(Stored data entries)

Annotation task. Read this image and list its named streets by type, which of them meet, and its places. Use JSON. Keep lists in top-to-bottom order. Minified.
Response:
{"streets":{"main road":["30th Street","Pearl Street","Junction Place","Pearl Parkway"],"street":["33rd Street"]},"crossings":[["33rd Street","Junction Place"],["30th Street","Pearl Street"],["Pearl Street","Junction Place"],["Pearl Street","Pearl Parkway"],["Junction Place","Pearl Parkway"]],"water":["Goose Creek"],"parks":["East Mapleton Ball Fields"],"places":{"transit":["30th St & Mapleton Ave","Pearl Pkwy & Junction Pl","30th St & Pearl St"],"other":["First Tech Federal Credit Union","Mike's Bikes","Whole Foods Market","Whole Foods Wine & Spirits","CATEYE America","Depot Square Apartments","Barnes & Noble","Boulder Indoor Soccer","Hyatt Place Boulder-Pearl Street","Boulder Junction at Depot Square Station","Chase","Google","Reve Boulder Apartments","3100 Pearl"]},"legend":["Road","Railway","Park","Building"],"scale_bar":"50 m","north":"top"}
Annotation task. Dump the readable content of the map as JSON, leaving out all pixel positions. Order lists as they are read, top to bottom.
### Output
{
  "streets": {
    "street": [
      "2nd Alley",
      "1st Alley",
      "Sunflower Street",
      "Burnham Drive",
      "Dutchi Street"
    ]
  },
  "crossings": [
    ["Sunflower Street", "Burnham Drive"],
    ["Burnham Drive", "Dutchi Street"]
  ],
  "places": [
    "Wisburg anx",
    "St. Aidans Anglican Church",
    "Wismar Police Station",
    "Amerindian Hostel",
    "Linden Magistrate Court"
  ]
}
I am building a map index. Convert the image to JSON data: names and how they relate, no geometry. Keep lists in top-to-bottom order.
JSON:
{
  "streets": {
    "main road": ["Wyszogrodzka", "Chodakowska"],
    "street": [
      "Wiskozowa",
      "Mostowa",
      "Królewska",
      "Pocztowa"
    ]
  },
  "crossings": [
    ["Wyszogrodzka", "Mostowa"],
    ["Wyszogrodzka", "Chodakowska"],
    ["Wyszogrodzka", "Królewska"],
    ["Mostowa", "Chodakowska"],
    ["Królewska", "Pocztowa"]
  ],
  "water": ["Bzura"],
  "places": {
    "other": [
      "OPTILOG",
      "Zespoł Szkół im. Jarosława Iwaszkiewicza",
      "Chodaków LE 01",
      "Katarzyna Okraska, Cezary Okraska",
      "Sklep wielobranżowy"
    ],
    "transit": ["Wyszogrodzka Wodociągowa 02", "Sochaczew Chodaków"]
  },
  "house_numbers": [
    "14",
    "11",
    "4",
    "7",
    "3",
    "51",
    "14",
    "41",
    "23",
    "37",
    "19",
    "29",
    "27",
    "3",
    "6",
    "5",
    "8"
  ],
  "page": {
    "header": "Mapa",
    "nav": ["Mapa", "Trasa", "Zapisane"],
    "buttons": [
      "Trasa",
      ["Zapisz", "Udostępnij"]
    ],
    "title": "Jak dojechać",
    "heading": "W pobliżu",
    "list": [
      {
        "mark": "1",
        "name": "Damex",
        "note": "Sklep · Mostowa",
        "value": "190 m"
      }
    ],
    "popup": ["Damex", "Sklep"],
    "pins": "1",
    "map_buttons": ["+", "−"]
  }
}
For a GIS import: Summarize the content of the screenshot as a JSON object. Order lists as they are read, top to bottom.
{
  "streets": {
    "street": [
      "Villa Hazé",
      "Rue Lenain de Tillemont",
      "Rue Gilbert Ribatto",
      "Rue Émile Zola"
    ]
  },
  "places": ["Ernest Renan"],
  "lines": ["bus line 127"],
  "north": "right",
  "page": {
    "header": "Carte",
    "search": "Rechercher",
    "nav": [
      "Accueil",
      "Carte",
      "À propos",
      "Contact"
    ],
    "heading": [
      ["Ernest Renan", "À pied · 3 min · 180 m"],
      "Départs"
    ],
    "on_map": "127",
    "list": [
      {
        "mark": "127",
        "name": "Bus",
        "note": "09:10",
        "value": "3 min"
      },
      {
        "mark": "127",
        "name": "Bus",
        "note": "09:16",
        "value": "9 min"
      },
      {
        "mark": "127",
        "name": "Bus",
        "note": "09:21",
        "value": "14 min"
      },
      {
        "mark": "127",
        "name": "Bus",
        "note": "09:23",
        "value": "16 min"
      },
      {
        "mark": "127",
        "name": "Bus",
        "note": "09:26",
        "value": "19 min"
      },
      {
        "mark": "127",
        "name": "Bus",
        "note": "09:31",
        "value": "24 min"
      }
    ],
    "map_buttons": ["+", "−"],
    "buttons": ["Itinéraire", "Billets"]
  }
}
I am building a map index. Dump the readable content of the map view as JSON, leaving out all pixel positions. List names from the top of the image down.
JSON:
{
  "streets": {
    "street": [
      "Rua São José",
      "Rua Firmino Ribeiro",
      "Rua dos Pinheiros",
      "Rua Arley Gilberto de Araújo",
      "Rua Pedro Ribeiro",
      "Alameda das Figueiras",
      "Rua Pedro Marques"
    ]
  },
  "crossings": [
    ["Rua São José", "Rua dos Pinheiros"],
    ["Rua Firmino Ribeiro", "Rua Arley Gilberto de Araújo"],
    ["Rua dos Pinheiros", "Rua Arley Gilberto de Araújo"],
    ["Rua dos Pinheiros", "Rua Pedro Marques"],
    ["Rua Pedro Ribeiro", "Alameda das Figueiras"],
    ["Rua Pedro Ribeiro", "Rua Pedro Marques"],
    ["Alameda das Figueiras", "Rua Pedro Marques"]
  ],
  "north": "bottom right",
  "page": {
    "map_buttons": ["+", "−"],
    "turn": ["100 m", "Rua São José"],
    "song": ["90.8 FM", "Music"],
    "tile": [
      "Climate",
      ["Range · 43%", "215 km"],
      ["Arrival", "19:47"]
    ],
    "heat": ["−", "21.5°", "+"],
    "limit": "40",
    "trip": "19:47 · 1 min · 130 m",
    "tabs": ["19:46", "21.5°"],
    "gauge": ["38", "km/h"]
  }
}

* REQUIRED ACTION:
The records above should be repeated exactly. Print them all.

* EXERCISE RESPONSE:
Annotation task. Read this image and list its named streets by type, which of them meet, and its places. Use JSON. Keep lists in top-to-bottom order. Minified.
Response:
{"streets":{"main road":["30th Street","Pearl Street","Junction Place","Pearl Parkway"],"street":["33rd Street"]},"crossings":[["33rd Street","Junction Place"],["30th Street","Pearl Street"],["Pearl Street","Junction Place"],["Pearl Street","Pearl Parkway"],["Junction Place","Pearl Parkway"]],"water":["Goose Creek"],"parks":["East Mapleton Ball Fields"],"places":{"transit":["30th St & Mapleton Ave","Pearl Pkwy & Junction Pl","30th St & Pearl St"],"other":["First Tech Federal Credit Union","Mike's Bikes","Whole Foods Market","Whole Foods Wine & Spirits","CATEYE America","Depot Square Apartments","Barnes & Noble","Boulder Indoor Soccer","Hyatt Place Boulder-Pearl Street","Boulder Junction at Depot Square Station","Chase","Google","Reve Boulder Apartments","3100 Pearl"]},"legend":["Road","Railway","Park","Building"],"scale_bar":"50 m","north":"top"}
Annotation task. Dump the readable content of the map as JSON, leaving out all pixel positions. Order lists as they are read, top to bottom.
### Output
{
  "streets": {
    "street": [
      "2nd Alley",
      "1st Alley",
      "Sunflower Street",
      "Burnham Drive",
      "Dutchi Street"
    ]
  },
  "crossings": [
    ["Sunflower Street", "Burnham Drive"],
    ["Burnham Drive", "Dutchi Street"]
  ],
  "places": [
    "Wisburg anx",
    "St. Aidans Anglican Church",
    "Wismar Police Station",
    "Amerindian Hostel",
    "Linden Magistrate Court"
  ]
}
I am building a map index. Convert the image to JSON data: names and how they relate, no geometry. Keep lists in top-to-bottom order.
JSON:
{
  "streets": {
    "main road": ["Wyszogrodzka", "Chodakowska"],
    "street": [
      "Wiskozowa",
      "Mostowa",
      "Królewska",
      "Pocztowa"
    ]
  },
  "crossings": [
    ["Wyszogrodzka", "Mostowa"],
    ["Wyszogrodzka", "Chodakowska"],
    ["Wyszogrodzka", "Królewska"],
    ["Mostowa", "Chodakowska"],
    ["Królewska", "Pocztowa"]
  ],
  "water": ["Bzura"],
  "places": {
    "other": [
      "OPTILOG",
      "Zespoł Szkół im. Jarosława Iwaszkiewicza",
      "Chodaków LE 01",
      "Katarzyna Okraska, Cezary Okraska",
      "Sklep wielobranżowy"
    ],
    "transit": ["Wyszogrodzka Wodociągowa 02", "Sochaczew Chodaków"]
  },
  "house_numbers": [
    "14",
    "11",
    "4",
    "7",
    "3",
    "51",
    "14",
    "41",
    "23",
    "37",
    "19",
    "29",
    "27",
    "3",
    "6",
    "5",
    "8"
  ],
  "page": {
    "header": "Mapa",
    "nav": ["Mapa", "Trasa", "Zapisane"],
    "buttons": [
      "Trasa",
      ["Zapisz", "Udostępnij"]
    ],
    "title": "Jak dojechać",
    "heading": "W pobliżu",
    "list": [
      {
        "mark": "1",
        "name": "Damex",
        "note": "Sklep · Mostowa",
        "value": "190 m"
      }
    ],
    "popup": ["Damex", "Sklep"],
    "pins": "1",
    "map_buttons": ["+", "−"]
  }
}
For a GIS import: Summarize the content of the screenshot as a JSON object. Order lists as they are read, top to bottom.
{
  "streets": {
    "street": [
      "Villa Hazé",
      "Rue Lenain de Tillemont",
      "Rue Gilbert Ribatto",
      "Rue Émile Zola"
    ]
  },
  "places": ["Ernest Renan"],
  "lines": ["bus line 127"],
  "north": "right",
  "page": {
    "header": "Carte",
    "search": "Rechercher",
    "nav": [
      "Accueil",
      "Carte",
      "À propos",
      "Contact"
    ],
    "heading": [
      ["Ernest Renan", "À pied · 3 min · 180 m"],
      "Départs"
    ],
    "on_map": "127",
    "list": [
      {
        "mark": "127",
        "name": "Bus",
        "note": "09:10",
        "value": "3 min"
      },
      {
        "mark": "127",
        "name": "Bus",
        "note": "09:16",
        "value": "9 min"
      },
      {
        "mark": "127",
        "name": "Bus",
        "note": "09:21",
        "value": "14 min"
      },
      {
        "mark": "127",
        "name": "Bus",
        "note": "09:23",
        "value": "16 min"
      },
      {
        "mark": "127",
        "name": "Bus",
        "note": "09:26",
        "value": "19 min"
      },
      {
        "mark": "127",
        "name": "Bus",
        "note": "09:31",
        "value": "24 min"
      }
    ],
    "map_buttons": ["+", "−"],
    "buttons": ["Itinéraire", "Billets"]
  }
}
I am building a map index. Dump the readable content of the map view as JSON, leaving out all pixel positions. List names from the top of the image down.
JSON:
{
  "streets": {
    "street": [
      "Rua São José",
      "Rua Firmino Ribeiro",
      "Rua dos Pinheiros",
      "Rua Arley Gilberto de Araújo",
      "Rua Pedro Ribeiro",
      "Alameda das Figueiras",
      "Rua Pedro Marques"
    ]
  },
  "crossings": [
    ["Rua São José", "Rua dos Pinheiros"],
    ["Rua Firmino Ribeiro", "Rua Arley Gilberto de Araújo"],
    ["Rua dos Pinheiros", "Rua Arley Gilberto de Araújo"],
    ["Rua dos Pinheiros", "Rua Pedro Marques"],
    ["Rua Pedro Ribeiro", "Alameda das Figueiras"],
    ["Rua Pedro Ribeiro", "Rua Pedro Marques"],
    ["Alameda das Figueiras", "Rua Pedro Marques"]
  ],
  "north": "bottom right",
  "page": {
    "map_buttons": ["+", "−"],
    "turn": ["100 m", "Rua São José"],
    "song": ["90.8 FM", "Music"],
    "tile": [
      "Climate",
      ["Range · 43%", "215 km"],
      ["Arrival", "19:47"]
    ],
    "heat": ["−", "21.5°", "+"],
    "limit": "40",
    "trip": "19:47 · 1 min · 130 m",
    "tabs": ["19:46", "21.5°"],
    "gauge": ["38", "km/h"]
  }
}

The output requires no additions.